10 Mar 10 - 10:01 AM (#2860997)
Subject: RE: falorum and dingdorum
From: LindsayCurran

"Hi all,

it seems pretty cool here

hopefully i can participate in some lively discussions here!

i hope i get to know you all soon!"

If a beautiful and talented young maid is doing what I hope should be a-doing this week and many a week to come...he's got plenty of falorum and dingdorum.

All these years I've been looking up lyrics so earnestly and diligently in the Great Mudcat I haven't laughed so hard in many a year.

"Now, is this (ahem) straight, or a phallusy perpetrated by a cunning linguist? There's a vas deferens y'know. The Pooka

Ya know.............Pooka...........you fecking pile o' catshite.........you have been around here long enough, lad, to know the rules.........Give us aul twits a bit of a warning.......y'know, the "whatever liquid you are drinkin in the sinuses" type of thing........you prick................LOL.

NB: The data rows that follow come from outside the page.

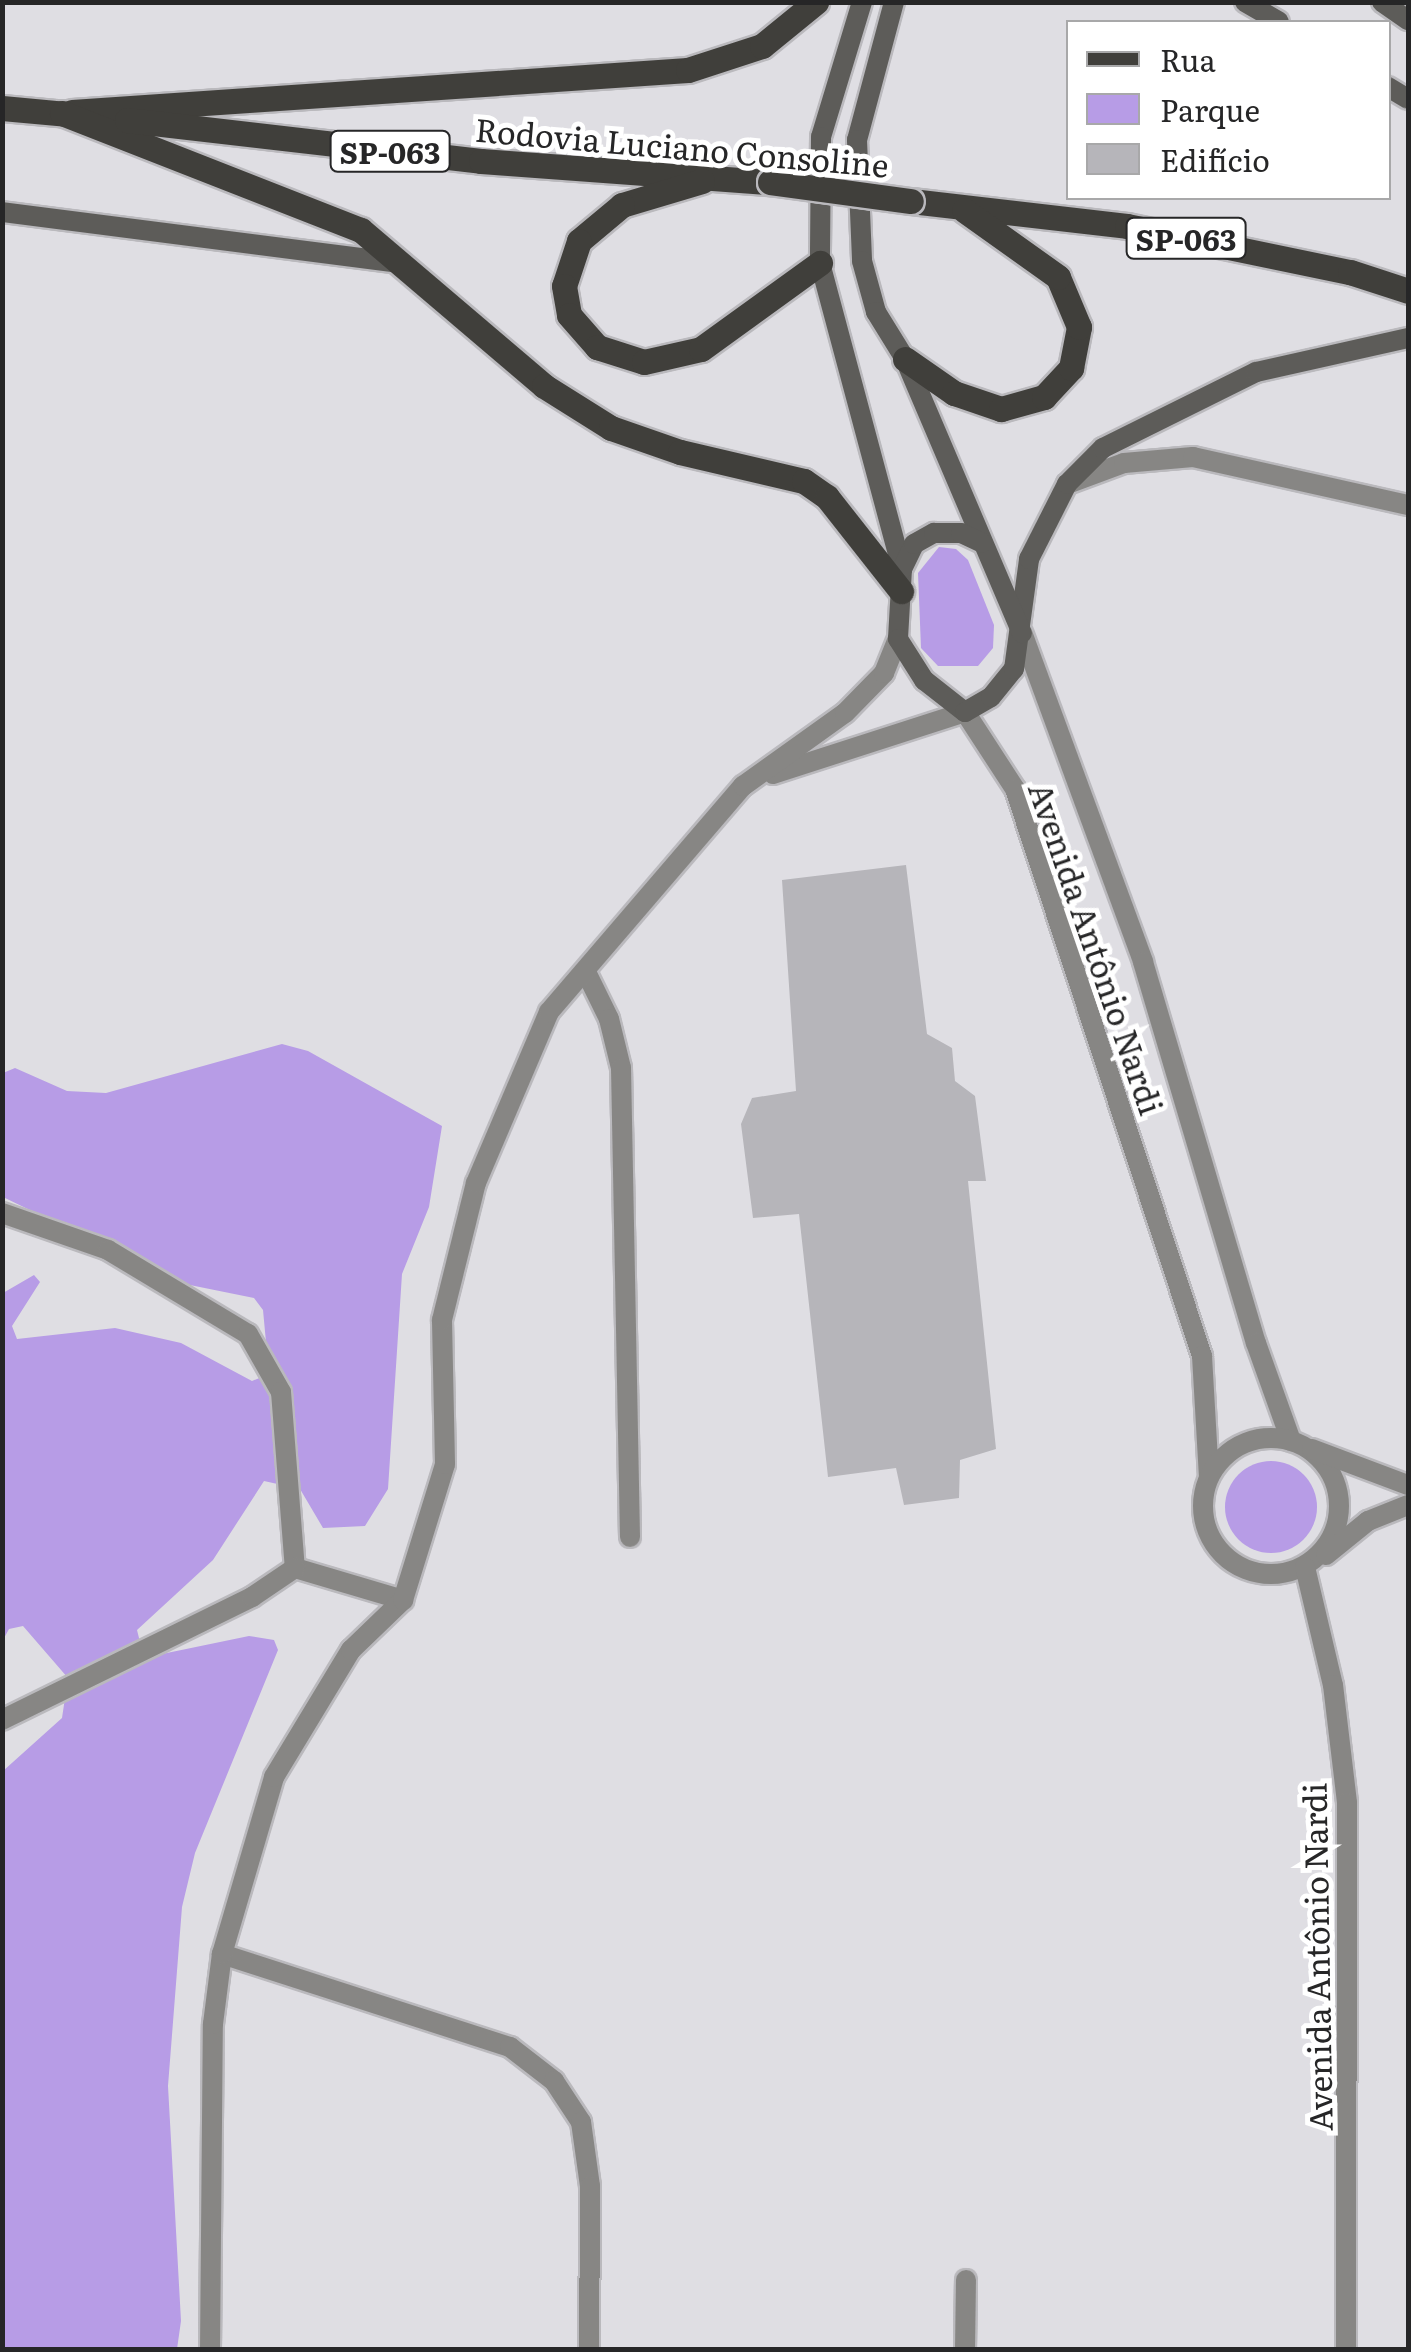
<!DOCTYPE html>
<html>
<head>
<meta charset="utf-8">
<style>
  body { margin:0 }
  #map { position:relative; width:1411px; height:2352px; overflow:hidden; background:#dfdee3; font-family:Literata,serif }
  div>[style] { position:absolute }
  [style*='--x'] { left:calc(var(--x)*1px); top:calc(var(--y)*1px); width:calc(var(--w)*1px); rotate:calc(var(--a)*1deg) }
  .green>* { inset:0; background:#b79ce6 }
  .round { border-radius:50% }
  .building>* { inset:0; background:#b6b5ba }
  .roads { filter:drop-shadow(2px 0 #bab9bd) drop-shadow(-2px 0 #bab9bd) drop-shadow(0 2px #bab9bd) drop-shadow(0 -2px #bab9bd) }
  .lane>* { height:20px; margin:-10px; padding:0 10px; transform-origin:10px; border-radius:10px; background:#878684 }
  .street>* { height:20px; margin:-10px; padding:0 10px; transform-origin:10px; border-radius:10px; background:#878684 }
  .street>.ring { margin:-10px; padding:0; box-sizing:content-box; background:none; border:20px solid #878684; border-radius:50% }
  .secondary>* { height:20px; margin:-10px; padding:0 10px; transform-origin:10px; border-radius:10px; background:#5d5c59 }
  .primary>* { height:25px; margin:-12.5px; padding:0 12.5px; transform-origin:12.5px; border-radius:12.5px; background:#403f3b }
  .bridges { filter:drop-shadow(2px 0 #bab9bd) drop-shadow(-2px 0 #bab9bd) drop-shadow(0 2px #bab9bd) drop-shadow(0 -2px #bab9bd) }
  .primary-bridge>* { height:25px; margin:-12.5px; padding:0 12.5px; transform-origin:12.5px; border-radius:12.5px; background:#403f3b }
  span { translate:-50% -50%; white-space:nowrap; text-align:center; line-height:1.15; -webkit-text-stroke:10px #fff; paint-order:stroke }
  .shield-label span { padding:2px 8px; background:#fff; border:2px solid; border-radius:8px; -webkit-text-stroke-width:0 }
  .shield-label { font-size:30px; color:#262627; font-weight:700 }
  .street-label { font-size:32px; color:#262627 }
  .frame { position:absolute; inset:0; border:5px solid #262627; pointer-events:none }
  .legend { position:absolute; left:1066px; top:20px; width:325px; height:180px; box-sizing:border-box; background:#fff; border:2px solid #a8a8a9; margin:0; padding:12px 18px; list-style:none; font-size:30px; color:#262627 }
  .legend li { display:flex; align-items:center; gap:20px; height:50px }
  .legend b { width:50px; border:2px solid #a8a8a9 }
</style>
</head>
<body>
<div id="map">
  <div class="green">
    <i style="clip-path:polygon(939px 547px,956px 549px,968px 560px,994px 625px,993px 648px,978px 666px,938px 666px,921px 648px,918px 573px)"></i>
    <i style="clip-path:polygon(282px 1044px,308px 1051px,442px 1126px,429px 1207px,402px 1274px,388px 1489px,365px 1526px,323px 1528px,300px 1489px,264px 1481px,213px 1560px,137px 1630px,141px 1646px,162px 1654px,249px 1636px,274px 1640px,278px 1650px,195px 1853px,182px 1907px,168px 2086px,181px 2321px,177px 2349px,3px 2349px,3px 1771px,62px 1718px,68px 1678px,23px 1626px,9px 1629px,3px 1640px,3px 1293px,34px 1275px,40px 1282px,12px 1326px,17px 1339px,115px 1328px,181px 1343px,252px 1381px,269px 1374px,263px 1310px,254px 1298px,180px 1283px,3px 1197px,3px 1073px,15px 1068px,67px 1091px,106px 1093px)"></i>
    <i class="round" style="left:1225px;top:1461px;width:92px;height:92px"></i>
  </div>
  <div class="building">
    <i style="clip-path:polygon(906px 865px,927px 1034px,952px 1048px,955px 1081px,975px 1096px,986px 1181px,968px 1181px,996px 1449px,960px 1460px,959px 1498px,904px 1505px,896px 1468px,828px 1477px,799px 1214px,753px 1218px,741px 1124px,752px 1098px,796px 1091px,782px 880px)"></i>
  </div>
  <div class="roads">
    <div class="lane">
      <i style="--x:586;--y:972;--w:52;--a:63.9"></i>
      <i style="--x:609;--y:1019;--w:50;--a:76.2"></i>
      <i style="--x:621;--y:1068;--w:469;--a:88.9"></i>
    </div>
    <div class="street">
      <i style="--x:1067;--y:484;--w:61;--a:-20.2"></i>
      <i style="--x:1124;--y:463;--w:69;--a:-5"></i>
      <i style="--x:1193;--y:457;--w:220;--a:12.6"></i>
      <i style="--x:1023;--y:635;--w:348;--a:69.8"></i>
      <i style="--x:1143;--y:962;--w:397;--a:73.5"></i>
      <i style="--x:1256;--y:1343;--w:104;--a:70.3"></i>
      <i style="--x:773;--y:774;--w:202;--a:-17.9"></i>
      <i style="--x:965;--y:712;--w:92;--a:57"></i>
      <i style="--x:1015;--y:789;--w:597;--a:71.75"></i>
      <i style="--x:1202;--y:1356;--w:121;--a:86.7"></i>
      <i style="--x:2;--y:1213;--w:112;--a:19.2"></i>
      <i style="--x:108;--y:1250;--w:163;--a:31"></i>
      <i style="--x:248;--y:1334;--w:67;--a:60.4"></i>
      <i style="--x:281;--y:1392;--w:177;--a:85.5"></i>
      <i class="ring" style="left:1203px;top:1438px;width:116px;height:116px"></i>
      <i style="--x:1312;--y:1449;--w:103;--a:20.6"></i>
      <i style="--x:1326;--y:1555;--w:54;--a:-39"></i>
      <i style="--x:1368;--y:1521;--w:43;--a:-21.8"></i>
      <i style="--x:1305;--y:1567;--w:121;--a:76.7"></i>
      <i style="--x:1333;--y:1685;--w:119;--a:83.2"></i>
      <i style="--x:1347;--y:1803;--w:547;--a:90.1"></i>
      <i style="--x:295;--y:1568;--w:113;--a:16.5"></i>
      <i style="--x:2;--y:1720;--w:279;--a:-26.2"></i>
      <i style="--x:252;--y:1597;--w:52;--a:-34"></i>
      <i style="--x:222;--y:1954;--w:303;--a:17.9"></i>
      <i style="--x:510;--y:2047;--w:56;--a:37.7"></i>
      <i style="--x:554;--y:2081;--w:49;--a:56.6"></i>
      <i style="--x:581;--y:2122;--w:65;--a:82"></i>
      <i style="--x:590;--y:2186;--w:164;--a:90.3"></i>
      <i style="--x:210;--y:2350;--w:326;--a:-89.5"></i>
      <i style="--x:213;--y:2024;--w:71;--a:-82.7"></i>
      <i style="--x:222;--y:1954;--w:184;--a:-73.6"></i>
      <i style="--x:274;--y:1777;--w:149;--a:-58.8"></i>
      <i style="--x:351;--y:1650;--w:72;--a:-43.9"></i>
      <i style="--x:403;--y:1600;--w:142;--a:-72.8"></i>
      <i style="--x:445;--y:1464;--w:144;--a:-91.2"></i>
      <i style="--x:442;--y:1320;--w:141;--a:-76.1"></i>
      <i style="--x:476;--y:1183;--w:186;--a:-66.9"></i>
      <i style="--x:549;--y:1012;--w:298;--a:-49.4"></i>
      <i style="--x:743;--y:786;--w:125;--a:-35.6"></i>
      <i style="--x:845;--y:713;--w:56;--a:-45.7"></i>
      <i style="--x:884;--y:673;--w:37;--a:-68"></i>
      <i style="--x:965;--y:2350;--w:70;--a:-89.2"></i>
    </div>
    <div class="secondary">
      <i style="--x:862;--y:2;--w:141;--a:106.9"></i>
      <i style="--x:821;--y:137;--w:126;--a:90.5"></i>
      <i style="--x:820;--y:263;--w:317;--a:75"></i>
      <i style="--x:902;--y:569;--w:70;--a:93.3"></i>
      <i style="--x:898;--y:639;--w:49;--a:57.6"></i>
      <i style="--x:924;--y:680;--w:52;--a:38"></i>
      <i style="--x:965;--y:712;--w:30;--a:-30"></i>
      <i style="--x:991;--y:697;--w:36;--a:-51"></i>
      <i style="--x:1014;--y:669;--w:111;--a:-82.2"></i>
      <i style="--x:1029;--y:559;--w:84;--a:-63.1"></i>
      <i style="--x:1067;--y:484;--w:51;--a:-45"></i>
      <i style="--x:1103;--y:448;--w:171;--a:-26.4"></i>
      <i style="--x:1256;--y:372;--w:156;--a:-12.6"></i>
      <i style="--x:894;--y:2;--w:143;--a:105"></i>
      <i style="--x:857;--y:140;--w:121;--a:87.6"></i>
      <i style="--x:862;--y:261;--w:53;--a:74.6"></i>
      <i style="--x:876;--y:312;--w:55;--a:58.3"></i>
      <i style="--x:905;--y:359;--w:298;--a:66.9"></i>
      <i style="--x:1245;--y:2;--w:39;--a:30"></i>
      <i style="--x:1382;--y:2;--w:32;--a:35"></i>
      <i style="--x:1388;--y:87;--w:23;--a:31"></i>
      <i style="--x:2;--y:212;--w:403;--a:7.3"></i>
      <i style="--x:902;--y:569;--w:28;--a:-64"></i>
      <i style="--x:914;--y:544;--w:23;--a:-29"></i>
      <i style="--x:934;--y:533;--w:27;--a:0"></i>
      <i style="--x:961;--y:533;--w:23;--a:25"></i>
    </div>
    <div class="primary">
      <i style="--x:2;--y:108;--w:75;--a:5.3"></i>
      <i style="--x:72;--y:112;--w:617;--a:-3.9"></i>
      <i style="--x:688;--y:70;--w:78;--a:-18"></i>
      <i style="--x:762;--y:46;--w:70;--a:-39.2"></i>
      <i style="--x:62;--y:113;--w:321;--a:21.4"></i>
      <i style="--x:361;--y:230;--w:240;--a:40.4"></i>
      <i style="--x:544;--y:386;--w:79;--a:32.1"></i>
      <i style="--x:611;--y:428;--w:73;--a:19.2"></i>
      <i style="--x:680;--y:452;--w:127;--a:13.2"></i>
      <i style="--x:804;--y:481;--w:28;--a:35"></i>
      <i style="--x:827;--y:497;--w:120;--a:51.8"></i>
      <i style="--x:127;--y:120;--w:356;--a:6.6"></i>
      <i style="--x:481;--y:161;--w:290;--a:4.2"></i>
      <i style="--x:702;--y:181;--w:84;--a:163.3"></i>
      <i style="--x:622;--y:205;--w:56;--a:140.1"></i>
      <i style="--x:579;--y:241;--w:47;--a:108.4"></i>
      <i style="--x:564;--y:286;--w:29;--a:80"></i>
      <i style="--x:569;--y:315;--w:43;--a:48.8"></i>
      <i style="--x:597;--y:347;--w:49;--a:17.7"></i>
      <i style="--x:644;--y:362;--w:58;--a:-12.8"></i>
      <i style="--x:701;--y:349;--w:147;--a:-35.9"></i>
      <i style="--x:911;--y:201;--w:217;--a:6.6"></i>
      <i style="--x:1127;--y:226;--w:228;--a:11.7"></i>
      <i style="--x:1350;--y:272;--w:61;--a:18.1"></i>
      <i style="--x:905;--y:359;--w:60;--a:34.8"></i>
      <i style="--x:954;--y:393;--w:50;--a:18.8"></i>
      <i style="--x:1001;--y:409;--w:45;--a:-15.6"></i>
      <i style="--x:1044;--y:397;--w:40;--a:-47"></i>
      <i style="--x:1071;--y:368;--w:42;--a:-79"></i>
      <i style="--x:1079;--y:327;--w:54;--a:-112.8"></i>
      <i style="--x:1058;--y:277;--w:115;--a:-144.5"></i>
    </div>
  </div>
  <div class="bridges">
    <div class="primary-bridge">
      <i style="--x:770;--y:182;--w:142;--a:7.7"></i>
    </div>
  </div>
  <div class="shield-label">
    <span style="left:390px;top:151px">SP-063</span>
    <span style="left:1186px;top:238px">SP-063</span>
  </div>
  <div class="street-label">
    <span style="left:682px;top:146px;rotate:5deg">Rodovia Luciano Consoline</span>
    <span style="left:1097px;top:948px;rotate:71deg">Avenida Antônio Nardi</span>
    <span style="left:1316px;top:1957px;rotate:-91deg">Avenida Antônio Nardi</span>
  </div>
  <div class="frame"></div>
  <ul class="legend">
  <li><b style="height:12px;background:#403f3b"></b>Rua</li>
  <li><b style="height:28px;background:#b79ce6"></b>Parque</li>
  <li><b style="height:28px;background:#b6b5ba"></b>Edifício</li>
  </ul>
</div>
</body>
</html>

A wonderful bit of wordplay...........I am sure brither Thieme will be proud of you..........hahahahahaha

Mick

Blessings on ye, one and all!


24 Dec 10 - 05:27 AM (#3060542)
Subject: RE: falorum and dingdorum
From: GUEST,Alan Whittle

don't ask me - lost mine years ago


30 Apr 11 - 08:26 AM (#3145235)
Subject: RE: falorum and dingdorum
From: GUEST,Desi C

As Pete said definitely in the Irish song Never Wed An Old Man. Someone told me once that the Faloorums and diddly ey doo's etc began in Irish music, where most tunes were written to jig and reel dances and where a word or line didn't fit or couldn't be thought of, the tradition of making up these funny little refrain notes began, wack for me doorum diddly aye doo to you all


30 Apr 11 - 06:31 PM (#3145475)
Subject: RE: falorum and dingdorum
From: Gallus Moll

My version of a previously mentioned tongue-twister is:

Mrs Hunt had a cuddy-punt
Not a Hunt-punt-cuddy but a cuddy-punt-Hunt

with reference to the 'Trump' thread,:

Three smart fellows felt smart

I used to know several others, which when you said them quickly could cause amusement or embarrassment!!!

And regarding the 'faloorum / dingdoorum 'old men canny get it up' discussion, the original version of the Robert Burns song 'John Anderson My Jo' sums the situation up extremely well (tho you have to understand Scots to fully appreciate the meaning!)